- **The task**
Copy all lines below containing "const".

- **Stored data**
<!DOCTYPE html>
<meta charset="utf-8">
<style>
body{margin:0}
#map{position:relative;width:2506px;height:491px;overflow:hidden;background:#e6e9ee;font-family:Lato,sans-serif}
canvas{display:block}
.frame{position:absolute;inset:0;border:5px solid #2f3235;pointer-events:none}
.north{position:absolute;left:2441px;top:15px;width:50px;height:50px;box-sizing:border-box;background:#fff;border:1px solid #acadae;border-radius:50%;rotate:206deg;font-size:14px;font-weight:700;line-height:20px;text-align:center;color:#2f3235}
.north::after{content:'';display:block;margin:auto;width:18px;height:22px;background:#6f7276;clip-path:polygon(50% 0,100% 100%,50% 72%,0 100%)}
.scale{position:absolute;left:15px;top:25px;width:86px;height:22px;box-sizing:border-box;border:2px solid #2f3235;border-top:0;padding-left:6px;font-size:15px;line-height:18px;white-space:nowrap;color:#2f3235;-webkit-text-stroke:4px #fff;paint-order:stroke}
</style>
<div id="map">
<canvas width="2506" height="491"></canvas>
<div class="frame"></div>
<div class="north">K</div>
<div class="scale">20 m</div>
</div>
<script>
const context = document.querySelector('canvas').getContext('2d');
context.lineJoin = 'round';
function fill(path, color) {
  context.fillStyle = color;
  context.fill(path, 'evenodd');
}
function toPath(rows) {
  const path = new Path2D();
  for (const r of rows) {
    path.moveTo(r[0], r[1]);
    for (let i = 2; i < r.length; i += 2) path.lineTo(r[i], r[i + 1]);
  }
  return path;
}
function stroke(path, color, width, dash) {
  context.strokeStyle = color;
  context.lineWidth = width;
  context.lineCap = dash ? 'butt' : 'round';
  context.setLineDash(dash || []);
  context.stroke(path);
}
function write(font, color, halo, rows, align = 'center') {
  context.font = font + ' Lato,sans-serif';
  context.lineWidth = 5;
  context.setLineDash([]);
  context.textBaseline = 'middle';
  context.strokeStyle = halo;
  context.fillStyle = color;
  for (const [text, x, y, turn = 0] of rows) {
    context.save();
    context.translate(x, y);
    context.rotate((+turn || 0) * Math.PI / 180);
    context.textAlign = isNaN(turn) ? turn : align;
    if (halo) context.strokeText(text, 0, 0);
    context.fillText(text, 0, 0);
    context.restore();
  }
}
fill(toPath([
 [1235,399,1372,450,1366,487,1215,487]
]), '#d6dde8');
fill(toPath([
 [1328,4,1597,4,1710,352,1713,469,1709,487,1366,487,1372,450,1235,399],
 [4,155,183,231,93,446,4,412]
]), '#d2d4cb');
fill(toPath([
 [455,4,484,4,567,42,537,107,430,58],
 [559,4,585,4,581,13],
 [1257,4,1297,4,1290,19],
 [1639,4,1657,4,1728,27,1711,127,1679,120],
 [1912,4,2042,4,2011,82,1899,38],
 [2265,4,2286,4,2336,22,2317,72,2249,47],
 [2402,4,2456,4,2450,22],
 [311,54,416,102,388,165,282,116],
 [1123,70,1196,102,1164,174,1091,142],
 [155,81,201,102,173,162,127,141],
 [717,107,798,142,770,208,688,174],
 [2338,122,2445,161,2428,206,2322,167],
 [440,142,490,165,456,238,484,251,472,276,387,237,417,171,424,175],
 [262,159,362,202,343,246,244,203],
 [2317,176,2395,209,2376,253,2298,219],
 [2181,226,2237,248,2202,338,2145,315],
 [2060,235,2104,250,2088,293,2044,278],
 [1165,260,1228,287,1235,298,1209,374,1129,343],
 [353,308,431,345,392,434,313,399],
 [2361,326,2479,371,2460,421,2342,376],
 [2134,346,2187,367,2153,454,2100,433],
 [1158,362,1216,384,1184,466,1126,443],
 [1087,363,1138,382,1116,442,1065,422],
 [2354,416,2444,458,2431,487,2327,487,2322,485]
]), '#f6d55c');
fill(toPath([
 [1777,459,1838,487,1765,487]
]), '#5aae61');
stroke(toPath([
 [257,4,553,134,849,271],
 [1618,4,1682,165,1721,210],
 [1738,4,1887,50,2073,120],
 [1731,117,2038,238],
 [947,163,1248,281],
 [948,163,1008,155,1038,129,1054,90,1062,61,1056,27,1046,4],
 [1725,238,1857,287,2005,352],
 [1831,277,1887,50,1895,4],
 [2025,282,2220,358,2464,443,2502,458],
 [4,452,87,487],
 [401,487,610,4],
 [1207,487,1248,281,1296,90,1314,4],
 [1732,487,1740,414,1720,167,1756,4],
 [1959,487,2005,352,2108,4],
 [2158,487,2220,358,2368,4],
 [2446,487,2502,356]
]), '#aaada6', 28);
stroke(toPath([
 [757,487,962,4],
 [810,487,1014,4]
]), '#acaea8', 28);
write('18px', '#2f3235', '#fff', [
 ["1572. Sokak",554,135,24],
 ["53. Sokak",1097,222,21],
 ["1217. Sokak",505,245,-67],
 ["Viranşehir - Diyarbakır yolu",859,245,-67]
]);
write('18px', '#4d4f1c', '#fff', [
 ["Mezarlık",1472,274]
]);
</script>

- **Exercise result**
const context = document.querySelector('canvas').getContext('2d');
  const path = new Path2D();
  for (const r of rows) {
  for (const [text, x, y, turn = 0] of rows) {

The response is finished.